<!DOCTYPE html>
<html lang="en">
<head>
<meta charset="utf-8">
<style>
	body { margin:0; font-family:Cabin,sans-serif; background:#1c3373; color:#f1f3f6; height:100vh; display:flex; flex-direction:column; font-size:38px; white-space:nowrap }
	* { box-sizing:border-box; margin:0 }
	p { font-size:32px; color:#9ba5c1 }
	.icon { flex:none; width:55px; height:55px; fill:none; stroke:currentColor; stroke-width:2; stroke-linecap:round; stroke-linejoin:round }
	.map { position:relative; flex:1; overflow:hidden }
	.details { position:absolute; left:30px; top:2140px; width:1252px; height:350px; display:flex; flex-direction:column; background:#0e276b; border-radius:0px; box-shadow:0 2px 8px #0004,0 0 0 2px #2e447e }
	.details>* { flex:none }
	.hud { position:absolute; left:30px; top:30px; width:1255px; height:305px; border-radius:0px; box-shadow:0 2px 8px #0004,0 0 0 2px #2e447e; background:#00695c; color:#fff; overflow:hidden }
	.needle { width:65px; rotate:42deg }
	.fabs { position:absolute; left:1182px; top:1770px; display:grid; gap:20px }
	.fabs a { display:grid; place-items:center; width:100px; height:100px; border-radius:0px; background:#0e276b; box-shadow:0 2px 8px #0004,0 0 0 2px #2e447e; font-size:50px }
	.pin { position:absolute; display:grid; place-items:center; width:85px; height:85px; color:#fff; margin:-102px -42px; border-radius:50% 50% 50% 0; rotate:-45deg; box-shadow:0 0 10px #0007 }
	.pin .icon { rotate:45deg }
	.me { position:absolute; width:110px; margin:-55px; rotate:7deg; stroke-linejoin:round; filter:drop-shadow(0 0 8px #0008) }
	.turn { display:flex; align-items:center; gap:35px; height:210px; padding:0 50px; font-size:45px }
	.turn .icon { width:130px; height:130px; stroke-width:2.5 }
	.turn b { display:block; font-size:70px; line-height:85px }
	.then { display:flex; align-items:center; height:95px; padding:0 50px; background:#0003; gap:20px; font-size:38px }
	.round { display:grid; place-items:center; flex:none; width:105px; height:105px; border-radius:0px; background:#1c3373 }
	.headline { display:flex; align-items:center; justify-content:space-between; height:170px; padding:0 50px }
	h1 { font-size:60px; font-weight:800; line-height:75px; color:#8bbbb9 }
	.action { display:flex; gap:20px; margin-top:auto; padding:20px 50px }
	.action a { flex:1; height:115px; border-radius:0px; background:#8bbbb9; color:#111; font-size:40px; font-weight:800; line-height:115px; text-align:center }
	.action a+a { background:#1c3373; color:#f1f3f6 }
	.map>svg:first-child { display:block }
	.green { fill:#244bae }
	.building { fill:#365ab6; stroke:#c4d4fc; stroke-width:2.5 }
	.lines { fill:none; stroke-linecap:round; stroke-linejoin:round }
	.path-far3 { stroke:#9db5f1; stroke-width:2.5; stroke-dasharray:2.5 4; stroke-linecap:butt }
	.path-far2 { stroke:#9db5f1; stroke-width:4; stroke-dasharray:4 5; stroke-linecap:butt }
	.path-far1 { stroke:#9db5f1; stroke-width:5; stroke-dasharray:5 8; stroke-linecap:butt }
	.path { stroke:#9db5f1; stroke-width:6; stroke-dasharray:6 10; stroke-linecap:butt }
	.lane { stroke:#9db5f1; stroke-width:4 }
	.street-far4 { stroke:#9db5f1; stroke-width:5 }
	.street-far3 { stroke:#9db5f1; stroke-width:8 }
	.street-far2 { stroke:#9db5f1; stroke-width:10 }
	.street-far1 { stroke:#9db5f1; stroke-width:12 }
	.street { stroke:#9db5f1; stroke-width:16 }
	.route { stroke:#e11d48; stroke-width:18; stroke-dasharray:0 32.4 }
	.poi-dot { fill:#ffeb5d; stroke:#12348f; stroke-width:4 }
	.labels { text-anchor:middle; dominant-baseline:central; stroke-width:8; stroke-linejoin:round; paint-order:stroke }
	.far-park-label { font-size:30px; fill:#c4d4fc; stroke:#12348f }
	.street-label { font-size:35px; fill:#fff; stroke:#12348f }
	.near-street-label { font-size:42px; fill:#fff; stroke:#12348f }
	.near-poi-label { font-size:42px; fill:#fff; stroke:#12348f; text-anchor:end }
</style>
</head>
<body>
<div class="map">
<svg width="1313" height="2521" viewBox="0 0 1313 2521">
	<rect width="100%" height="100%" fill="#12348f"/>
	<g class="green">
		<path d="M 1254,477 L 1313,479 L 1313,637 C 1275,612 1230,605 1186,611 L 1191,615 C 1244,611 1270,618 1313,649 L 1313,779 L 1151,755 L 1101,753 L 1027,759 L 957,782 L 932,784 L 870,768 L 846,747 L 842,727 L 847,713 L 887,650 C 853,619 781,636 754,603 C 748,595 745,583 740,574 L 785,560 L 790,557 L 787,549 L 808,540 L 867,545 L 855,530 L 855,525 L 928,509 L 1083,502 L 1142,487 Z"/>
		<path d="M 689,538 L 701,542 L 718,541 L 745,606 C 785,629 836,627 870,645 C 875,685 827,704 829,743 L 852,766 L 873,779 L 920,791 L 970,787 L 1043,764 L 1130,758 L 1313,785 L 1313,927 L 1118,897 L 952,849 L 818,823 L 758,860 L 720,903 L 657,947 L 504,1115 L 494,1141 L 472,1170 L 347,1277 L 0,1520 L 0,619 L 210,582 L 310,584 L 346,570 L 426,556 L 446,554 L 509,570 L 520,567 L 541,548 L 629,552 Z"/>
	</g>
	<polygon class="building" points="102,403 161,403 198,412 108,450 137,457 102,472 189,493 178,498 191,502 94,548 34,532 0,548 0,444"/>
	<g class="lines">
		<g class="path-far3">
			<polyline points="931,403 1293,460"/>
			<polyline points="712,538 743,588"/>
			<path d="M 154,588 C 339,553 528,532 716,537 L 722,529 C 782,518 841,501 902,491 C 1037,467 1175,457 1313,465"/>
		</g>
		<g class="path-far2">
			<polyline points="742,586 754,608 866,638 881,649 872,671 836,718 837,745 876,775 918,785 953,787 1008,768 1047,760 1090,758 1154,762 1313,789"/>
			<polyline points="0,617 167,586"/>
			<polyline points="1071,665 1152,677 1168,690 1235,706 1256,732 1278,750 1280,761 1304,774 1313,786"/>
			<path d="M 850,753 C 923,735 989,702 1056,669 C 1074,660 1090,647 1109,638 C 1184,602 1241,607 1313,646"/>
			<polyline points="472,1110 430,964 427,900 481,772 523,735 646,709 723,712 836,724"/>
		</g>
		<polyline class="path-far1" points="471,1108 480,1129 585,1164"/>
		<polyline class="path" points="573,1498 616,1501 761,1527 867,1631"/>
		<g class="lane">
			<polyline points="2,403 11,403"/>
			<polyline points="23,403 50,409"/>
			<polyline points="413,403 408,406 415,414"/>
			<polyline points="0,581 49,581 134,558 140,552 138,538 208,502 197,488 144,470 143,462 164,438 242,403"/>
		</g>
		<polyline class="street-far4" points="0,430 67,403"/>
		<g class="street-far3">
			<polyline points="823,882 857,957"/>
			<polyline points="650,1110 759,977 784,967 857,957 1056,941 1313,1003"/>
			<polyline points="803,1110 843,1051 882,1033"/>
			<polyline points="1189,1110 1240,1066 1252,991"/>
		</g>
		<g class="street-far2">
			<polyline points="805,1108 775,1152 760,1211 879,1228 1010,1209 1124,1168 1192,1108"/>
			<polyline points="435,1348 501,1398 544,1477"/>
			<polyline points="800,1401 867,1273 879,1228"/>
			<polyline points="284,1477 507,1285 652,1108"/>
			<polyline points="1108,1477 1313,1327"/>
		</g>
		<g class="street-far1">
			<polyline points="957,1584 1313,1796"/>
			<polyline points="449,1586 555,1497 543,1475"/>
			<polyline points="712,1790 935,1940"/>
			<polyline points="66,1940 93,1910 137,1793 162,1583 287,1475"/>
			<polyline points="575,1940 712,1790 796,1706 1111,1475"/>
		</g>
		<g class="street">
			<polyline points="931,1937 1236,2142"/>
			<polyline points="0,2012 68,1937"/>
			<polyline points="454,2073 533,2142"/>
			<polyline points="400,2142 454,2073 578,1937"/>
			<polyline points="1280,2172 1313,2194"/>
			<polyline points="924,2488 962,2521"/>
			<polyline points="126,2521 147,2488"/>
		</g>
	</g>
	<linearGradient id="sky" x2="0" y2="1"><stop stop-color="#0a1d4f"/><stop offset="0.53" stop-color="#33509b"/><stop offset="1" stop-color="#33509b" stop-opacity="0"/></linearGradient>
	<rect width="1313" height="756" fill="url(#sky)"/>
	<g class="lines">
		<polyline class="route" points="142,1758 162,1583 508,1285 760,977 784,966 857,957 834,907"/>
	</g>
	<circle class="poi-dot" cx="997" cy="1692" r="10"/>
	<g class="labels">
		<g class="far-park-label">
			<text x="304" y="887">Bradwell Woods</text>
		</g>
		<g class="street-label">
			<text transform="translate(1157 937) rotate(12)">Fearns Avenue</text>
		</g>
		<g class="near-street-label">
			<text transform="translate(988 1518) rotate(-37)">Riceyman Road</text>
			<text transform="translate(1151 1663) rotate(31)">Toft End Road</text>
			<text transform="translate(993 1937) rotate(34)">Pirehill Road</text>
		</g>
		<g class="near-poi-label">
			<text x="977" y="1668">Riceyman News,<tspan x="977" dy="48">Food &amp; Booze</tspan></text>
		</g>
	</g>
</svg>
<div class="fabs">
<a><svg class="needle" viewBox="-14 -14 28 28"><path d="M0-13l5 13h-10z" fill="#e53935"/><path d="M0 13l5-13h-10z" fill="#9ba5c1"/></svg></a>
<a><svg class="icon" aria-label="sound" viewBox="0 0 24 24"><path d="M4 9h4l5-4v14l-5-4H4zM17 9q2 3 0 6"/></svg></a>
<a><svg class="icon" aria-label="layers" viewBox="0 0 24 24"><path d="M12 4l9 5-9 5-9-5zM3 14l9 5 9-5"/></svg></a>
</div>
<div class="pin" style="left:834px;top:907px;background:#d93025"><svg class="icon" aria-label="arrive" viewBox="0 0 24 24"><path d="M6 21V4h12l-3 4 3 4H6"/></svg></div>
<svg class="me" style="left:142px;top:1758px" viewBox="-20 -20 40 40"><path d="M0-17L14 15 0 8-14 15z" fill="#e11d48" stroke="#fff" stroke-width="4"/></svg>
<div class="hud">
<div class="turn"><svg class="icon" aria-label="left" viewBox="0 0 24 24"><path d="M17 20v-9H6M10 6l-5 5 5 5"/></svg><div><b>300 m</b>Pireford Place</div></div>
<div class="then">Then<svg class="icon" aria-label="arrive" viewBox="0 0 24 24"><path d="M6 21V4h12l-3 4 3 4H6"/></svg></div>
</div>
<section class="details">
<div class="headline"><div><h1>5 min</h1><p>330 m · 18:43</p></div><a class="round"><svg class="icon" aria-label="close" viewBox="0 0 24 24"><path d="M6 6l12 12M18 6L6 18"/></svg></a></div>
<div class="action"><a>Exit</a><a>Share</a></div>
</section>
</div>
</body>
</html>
* * * * * * *
--- Problem details ---
Look through the listing and return each line containing the word "building".

--- Answer to this problem ---
	.building { fill:#365ab6; stroke:#c4d4fc; stroke-width:2.5 }
	<polygon class="building" points="102,403 161,403 198,412 108,450 137,457 102,472 189,493 178,498 191,502 94,548 34,532 0,548 0,444"/>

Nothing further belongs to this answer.